Observe que os níveis de mortalidade são maiores nos níveis muito BAIXOS de LDL quando comparados com os muito altos, e a menor mortalidade é em torno de 160 de LDL (lembrando que as diretrizes brasileiras recomendam menos de 130 ou mesmo de 100 mg/dL).
Por fim, outro estudo, realizado no Japão, com uma população de idosos na faixa de 85 anos de idade, também mostrou resultados, digamos, inesperados:
A linha mais grossa corresponde às pessoas com colesterol mais BAIXO, e que nitidamente morrem MAIS do que as pessoas com colesterol mais alto (linha fina), que são as que morrem MENOS.
Concluem os autores:
“Our results indicate an association between lower serum TC concentrations and increased all-cause mortality in a community-dwelling, very elderly population. Mortality decreased with the increases in both TC and LDL-C concentrations, after adjustment for various confounding factors. These findings suggest that low TC and low LDL-C may be independent predictors of high mortality in the very elderly.”
“Nossos resultados indicam uma associação entre colesterol total mais baixo e aumento em mortalidade por todas as causas em uma população muito idosa. A mortalidade caiu com o aumento em ambos, colesterol total e colesterol LDL, mesmo após o ajuste para variáveis de confusão. Estes achados sugerem que um colesterol total e LDL baixos possam ser preditores independentes de alta mortalidade nas pessoas muito idosas”

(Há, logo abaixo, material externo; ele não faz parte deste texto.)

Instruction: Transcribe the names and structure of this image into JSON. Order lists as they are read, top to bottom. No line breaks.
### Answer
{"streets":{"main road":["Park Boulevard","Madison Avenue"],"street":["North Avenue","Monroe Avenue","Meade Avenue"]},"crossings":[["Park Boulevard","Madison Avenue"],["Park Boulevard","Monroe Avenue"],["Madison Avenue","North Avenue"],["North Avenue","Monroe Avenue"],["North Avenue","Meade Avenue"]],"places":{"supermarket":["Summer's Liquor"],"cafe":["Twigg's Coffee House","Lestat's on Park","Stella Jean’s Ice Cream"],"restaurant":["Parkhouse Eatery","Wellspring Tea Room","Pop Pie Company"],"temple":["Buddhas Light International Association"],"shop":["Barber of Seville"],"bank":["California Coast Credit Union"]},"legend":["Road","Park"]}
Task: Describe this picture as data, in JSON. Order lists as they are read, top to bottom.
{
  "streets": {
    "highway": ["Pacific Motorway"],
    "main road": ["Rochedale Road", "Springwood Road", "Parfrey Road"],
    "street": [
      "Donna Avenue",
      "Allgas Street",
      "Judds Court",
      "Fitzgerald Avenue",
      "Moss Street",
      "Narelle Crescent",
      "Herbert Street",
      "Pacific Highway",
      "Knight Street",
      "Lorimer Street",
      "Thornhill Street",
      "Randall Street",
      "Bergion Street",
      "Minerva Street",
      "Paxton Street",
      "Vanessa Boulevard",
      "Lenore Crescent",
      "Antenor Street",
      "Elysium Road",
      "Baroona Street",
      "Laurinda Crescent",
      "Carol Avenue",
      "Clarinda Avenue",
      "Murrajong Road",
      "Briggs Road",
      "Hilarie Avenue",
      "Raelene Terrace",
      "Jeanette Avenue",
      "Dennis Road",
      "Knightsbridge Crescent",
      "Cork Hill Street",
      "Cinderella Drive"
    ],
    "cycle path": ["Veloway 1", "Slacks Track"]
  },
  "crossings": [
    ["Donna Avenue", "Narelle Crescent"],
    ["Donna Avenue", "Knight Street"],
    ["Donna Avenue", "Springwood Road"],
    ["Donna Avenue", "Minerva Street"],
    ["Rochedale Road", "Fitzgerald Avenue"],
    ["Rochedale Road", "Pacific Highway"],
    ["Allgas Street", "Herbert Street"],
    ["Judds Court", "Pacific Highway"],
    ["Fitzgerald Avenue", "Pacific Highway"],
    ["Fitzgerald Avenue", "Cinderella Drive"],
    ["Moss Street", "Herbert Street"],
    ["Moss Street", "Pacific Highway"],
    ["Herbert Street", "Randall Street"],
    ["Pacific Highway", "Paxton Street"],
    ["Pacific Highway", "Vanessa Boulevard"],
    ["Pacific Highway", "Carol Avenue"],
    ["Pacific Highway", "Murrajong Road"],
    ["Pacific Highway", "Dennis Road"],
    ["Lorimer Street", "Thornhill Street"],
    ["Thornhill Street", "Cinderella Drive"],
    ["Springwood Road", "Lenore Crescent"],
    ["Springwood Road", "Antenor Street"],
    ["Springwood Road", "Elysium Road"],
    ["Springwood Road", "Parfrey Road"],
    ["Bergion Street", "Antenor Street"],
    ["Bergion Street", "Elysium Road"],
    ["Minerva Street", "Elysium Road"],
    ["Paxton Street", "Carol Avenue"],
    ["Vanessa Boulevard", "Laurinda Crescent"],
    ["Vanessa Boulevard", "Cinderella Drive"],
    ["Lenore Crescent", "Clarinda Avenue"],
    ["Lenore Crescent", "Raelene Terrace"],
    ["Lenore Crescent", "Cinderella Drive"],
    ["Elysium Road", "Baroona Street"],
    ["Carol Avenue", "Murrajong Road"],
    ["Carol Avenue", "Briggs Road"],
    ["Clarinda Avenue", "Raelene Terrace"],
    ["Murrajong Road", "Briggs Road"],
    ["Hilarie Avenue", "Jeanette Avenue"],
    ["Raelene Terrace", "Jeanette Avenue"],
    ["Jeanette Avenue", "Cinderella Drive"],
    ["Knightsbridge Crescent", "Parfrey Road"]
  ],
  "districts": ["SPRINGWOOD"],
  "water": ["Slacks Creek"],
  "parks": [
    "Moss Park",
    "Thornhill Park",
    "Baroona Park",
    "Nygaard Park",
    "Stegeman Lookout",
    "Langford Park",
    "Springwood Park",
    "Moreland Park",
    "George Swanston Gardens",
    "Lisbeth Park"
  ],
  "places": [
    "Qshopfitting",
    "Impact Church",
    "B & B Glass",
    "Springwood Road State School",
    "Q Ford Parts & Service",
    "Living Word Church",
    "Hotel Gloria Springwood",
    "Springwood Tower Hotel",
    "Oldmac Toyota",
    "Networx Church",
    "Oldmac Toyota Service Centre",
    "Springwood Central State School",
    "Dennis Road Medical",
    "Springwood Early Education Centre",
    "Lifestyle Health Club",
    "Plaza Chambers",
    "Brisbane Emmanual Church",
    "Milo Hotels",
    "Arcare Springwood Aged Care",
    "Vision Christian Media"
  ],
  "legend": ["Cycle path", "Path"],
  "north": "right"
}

Poderíamos citar outros exemplos (a literatura está RECHEADA deles, pois isso é um fato universal, e não uma exceção), mas já deu para ter uma ideia.
E em mulheres? A maioria dos estudos sobre medicamentos para colesterol foram feitos apenas com homens. Já parou para pensar por quê? Um dos motivos é que homens têm maior incidência de doenças cardiovasculares. Mas não é apenas isso. Desde o início, desde as primeiras coortes, ficou claro para os pesquisadores que a relação entre colesterol e doença cardiovascular é ainda mais nebulosa nas mulheres.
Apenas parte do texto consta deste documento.